>>>>>

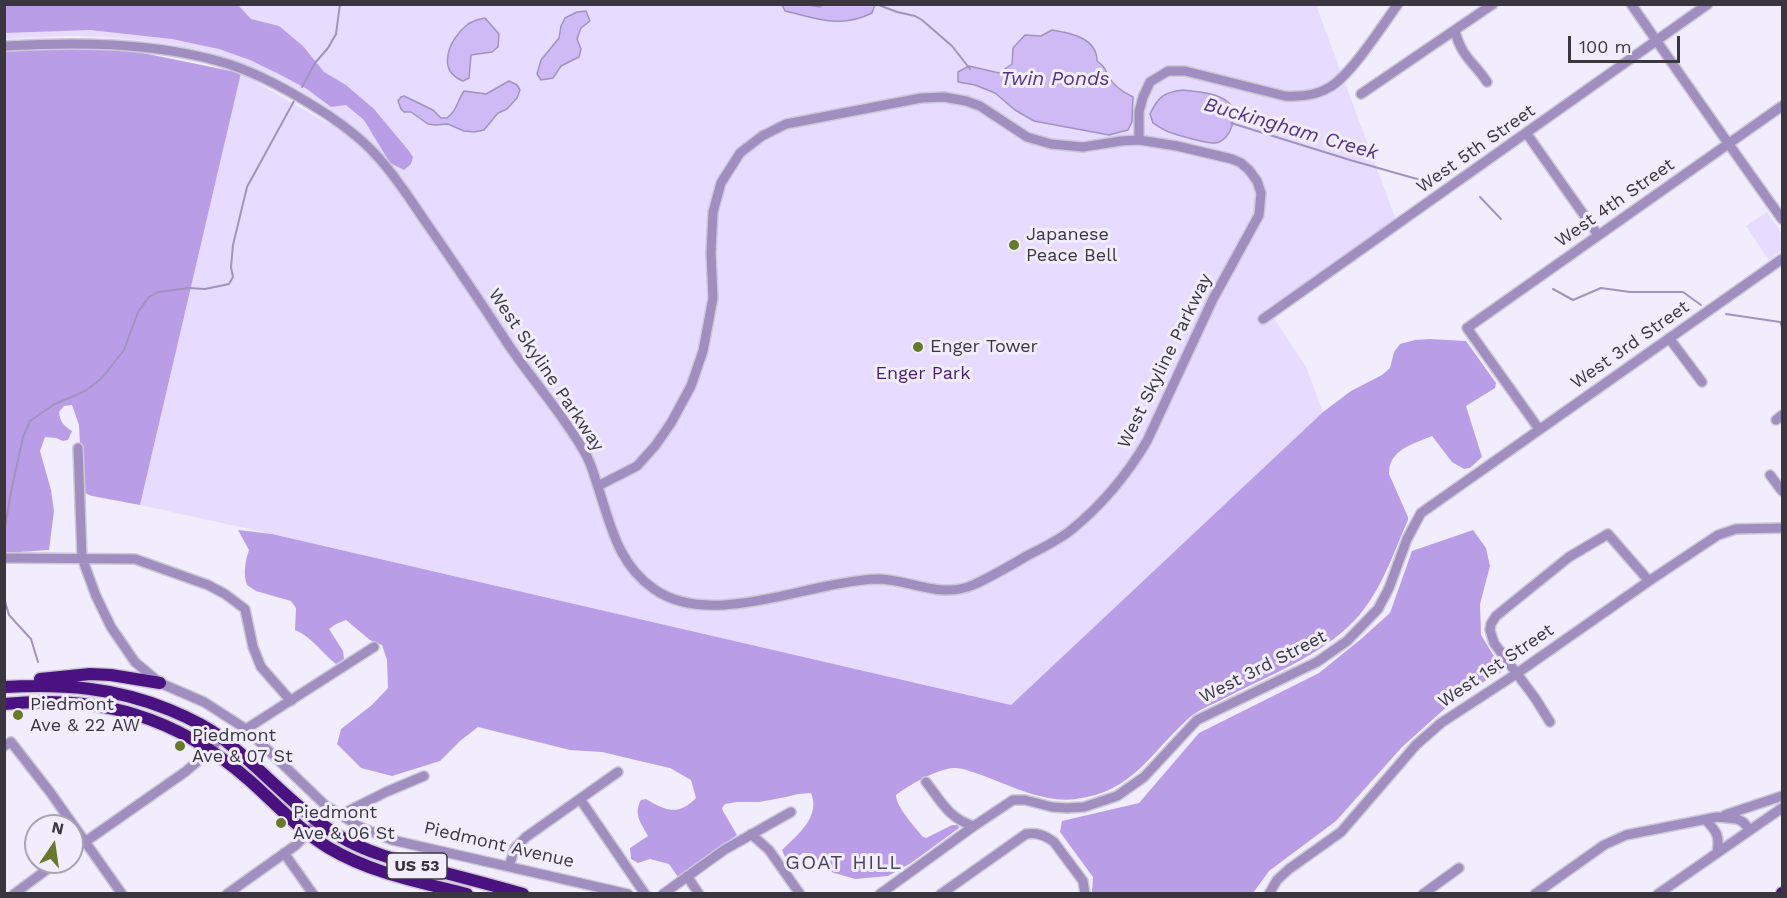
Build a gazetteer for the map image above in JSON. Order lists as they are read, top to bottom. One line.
{"streets":{"highway":["US 53"],"street":["West 5th Street","West 4th Street","West 3rd Street","West Skyline Parkway","West 1st Street","Piedmont Avenue"]},"crossings":[["West 4th Street","West 3rd Street"]],"districts":["GOAT HILL"],"water":["Twin Ponds","Buckingham Creek"],"parks":["Enger Park"],"places":["Japanese Peace Bell","Enger Tower","Piedmont Ave & 22 AW","Piedmont Ave & 07 St","Piedmont Ave & 06 St"],"scale_bar":"100 m","north":"top"}
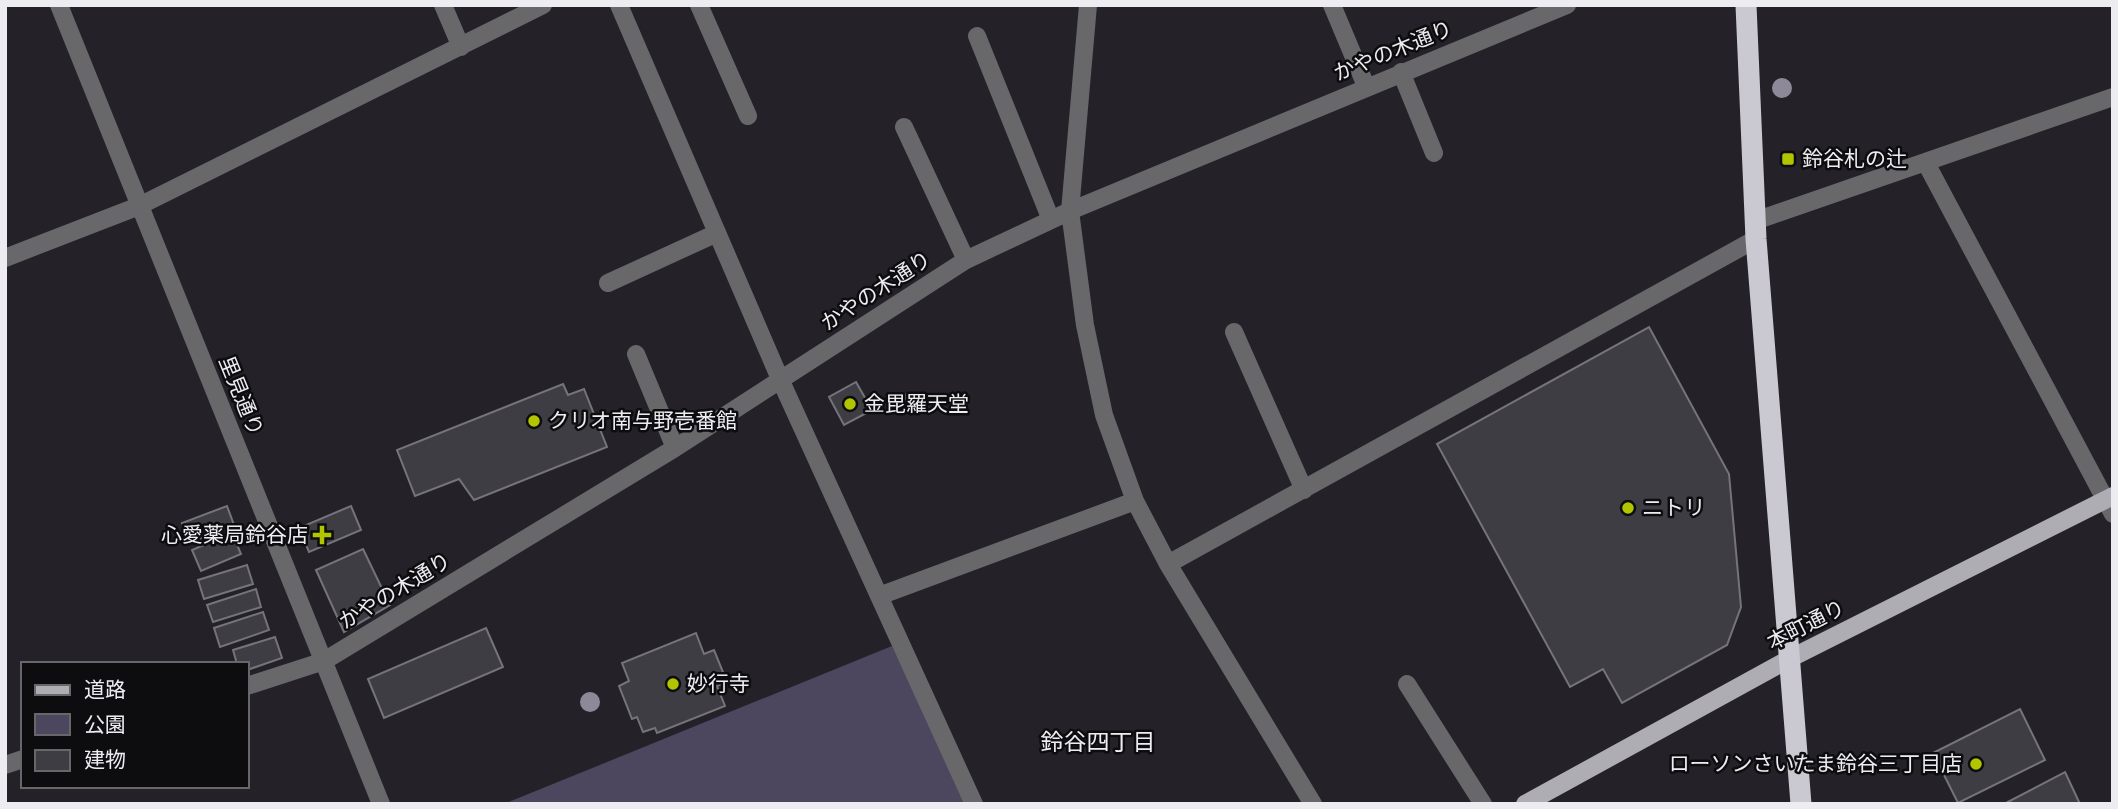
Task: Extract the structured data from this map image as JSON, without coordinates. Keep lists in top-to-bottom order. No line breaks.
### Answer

<<<<<

- _Task statement_: What you return should be the full listing, unchanged, minus the pictures.

- _Response below_:
Build a gazetteer for the map image above in JSON. Order lists as they are read, top to bottom. One line.
{"streets":{"highway":["US 53"],"street":["West 5th Street","West 4th Street","West 3rd Street","West Skyline Parkway","West 1st Street","Piedmont Avenue"]},"crossings":[["West 4th Street","West 3rd Street"]],"districts":["GOAT HILL"],"water":["Twin Ponds","Buckingham Creek"],"parks":["Enger Park"],"places":["Japanese Peace Bell","Enger Tower","Piedmont Ave & 22 AW","Piedmont Ave & 07 St","Piedmont Ave & 06 St"],"scale_bar":"100 m","north":"top"}
Task: Extract the structured data from this map image as JSON, without coordinates. Keep lists in top-to-bottom order. No line breaks.
### Answer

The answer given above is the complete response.